2. SoC as a Distributed Object System Generally speaking, a distributed system consists of a set of heterogeneous computing and storage resources connected to each other via an interconnected network. This normally refers to computers interconnected through local or wide area networks, but the definition may also include other kinds of systems, using different types of networks, transport protocols, etc. Most of these systems are programmed using an object-oriented approach. The use of objects enforces

modularity and provides flexibility and reusability. Objects also rely on a simple communication model: method invocation. This same mechanism is used for remote communication (REMOTE METHOD INVOCATION or RMI), where invocations are translated into synchronous messages passed though a certain communication infrastructure. The main advantage of RMI is that it provides a neat separation between functionality and communication. That makes Distributed Object Systems specially well-suited to deal with heterogeneity and scalability of applications. But communication in distributed systems means more than simply routing messages between remote objects. It requires that we handle concepts such as access transparency, where an object must provide the same interface for an object regardless of its target architecture or language implementation; location transparency, which means that the destination of the message is not explicitly known by the caller; or migration transparency, where an object may migrate to another node without the caller knowing it or requiring any special action for it. These concepts are all built into a common infrastructure, the middleware, which will handle all communication tasks, and will provide a common high-level abstraction to the communicating objects.

Figure 1. Actors in a Remote Method Invocation Figure 1 shows the actors in remote communication, and the domain they belong to (application or middleware). Any method invocation must take place between a Proxy and a Skeleton. From the client point of view, the proxy is the requested object itself, since it provides exactly the same physical interface. On the other hand, server objects do not need to care about the location of client objects. They just provide an object interface which is exported through a skeleton. Communication between clients and servers then flows in the following way: 1) client requests an operation from the local proxy of the object. 2) The proxy translates the request into a set of

signal assignments that will depend on the underlying communication architecture, 3) The skeleton receives proxy requests and translates them back to the operation provided by the server, 4) the server completes operation execution. As in many standard software middlewares the approach described above relies on the automatic generation of the proper proxies and skeletons depending on the kind of communication that must be established between objects.
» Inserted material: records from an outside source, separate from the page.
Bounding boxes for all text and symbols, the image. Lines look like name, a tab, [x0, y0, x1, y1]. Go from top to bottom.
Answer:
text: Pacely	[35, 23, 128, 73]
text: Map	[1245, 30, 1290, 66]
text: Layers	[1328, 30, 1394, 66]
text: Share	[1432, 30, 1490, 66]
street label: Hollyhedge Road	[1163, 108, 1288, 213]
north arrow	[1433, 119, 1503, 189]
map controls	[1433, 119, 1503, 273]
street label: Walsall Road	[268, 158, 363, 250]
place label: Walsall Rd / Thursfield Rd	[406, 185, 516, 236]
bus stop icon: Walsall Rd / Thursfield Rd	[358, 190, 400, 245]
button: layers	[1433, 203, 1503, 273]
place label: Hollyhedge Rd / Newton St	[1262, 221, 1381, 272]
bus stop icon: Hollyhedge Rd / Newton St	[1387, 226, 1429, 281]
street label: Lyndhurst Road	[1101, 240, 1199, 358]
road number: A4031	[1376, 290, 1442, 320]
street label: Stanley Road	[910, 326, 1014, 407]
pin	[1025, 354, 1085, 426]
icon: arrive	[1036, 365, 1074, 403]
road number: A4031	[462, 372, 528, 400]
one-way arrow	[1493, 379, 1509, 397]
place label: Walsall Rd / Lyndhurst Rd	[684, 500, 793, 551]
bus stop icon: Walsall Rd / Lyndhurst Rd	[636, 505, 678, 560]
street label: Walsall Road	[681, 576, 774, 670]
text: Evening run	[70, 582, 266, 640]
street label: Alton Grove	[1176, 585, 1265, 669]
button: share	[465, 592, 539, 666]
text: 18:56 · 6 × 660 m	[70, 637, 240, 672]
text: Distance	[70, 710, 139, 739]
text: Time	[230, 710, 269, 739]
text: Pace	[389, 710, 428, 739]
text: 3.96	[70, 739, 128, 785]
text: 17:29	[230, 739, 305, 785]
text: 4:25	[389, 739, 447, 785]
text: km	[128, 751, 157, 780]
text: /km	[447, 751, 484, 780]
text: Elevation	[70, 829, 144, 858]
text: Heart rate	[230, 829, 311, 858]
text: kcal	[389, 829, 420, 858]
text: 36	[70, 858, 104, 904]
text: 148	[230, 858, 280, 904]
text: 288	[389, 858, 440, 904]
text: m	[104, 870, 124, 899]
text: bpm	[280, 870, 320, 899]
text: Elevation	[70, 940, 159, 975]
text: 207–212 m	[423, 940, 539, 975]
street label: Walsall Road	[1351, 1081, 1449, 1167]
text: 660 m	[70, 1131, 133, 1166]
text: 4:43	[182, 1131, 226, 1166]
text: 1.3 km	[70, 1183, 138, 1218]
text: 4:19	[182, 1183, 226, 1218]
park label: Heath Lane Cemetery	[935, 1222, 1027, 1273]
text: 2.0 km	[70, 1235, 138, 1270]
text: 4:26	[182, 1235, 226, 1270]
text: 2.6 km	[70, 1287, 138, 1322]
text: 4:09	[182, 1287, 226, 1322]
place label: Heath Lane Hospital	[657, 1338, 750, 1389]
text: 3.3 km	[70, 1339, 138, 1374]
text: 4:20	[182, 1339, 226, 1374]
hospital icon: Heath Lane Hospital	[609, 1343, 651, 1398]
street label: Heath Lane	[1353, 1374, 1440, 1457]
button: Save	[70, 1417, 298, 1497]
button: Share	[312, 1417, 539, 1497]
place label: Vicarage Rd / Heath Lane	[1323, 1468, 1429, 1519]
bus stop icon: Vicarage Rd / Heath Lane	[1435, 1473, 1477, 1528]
2.1 Global Communication Mechanism The Distributed Object paradigm can be extended to multiprocessor NoCs. Messages passing between objects can naturally be adapted to the packet switching transmission mechanism of embedded networks, while software distributed objects may be deployed over the different software processors in the NoC, simply by adapting the embedded versions of standard middlewares. Any hardware component can also be considered a hardware object. Such a component doesn’t have exactly the same characteristics as its software counterparts, mainly due to the static nature of hardware. However, they have a well known interface, provide encapsulation, have a state and include the logic to perform computations over that state, which is enough for using them in a distributed objects environment. Here the challenge consists of how to define a global communication mechanism (system-wide middleware) that is able to provide communication transparency between any objects in the system, and support a unified programming model through the use of the same abstractions, regardless of the hardware or software implementation of the objects.

3. SoC Hardware Inter-Communication Architecture In the following paragraphs, we describe our proposal for a system middleware that has been conceived with 3 objectives in mind. First, to define the basic communication mechanisms to allow RMI between any node inside the SoC, in spite of their hardware or software implementations. Second, it must be interoperable with other middlewares. That means that it must give external objects of the SoC the possibility to invoke methods from internal objects, and vice versa. And finally, it must be light-weight in cost and performance.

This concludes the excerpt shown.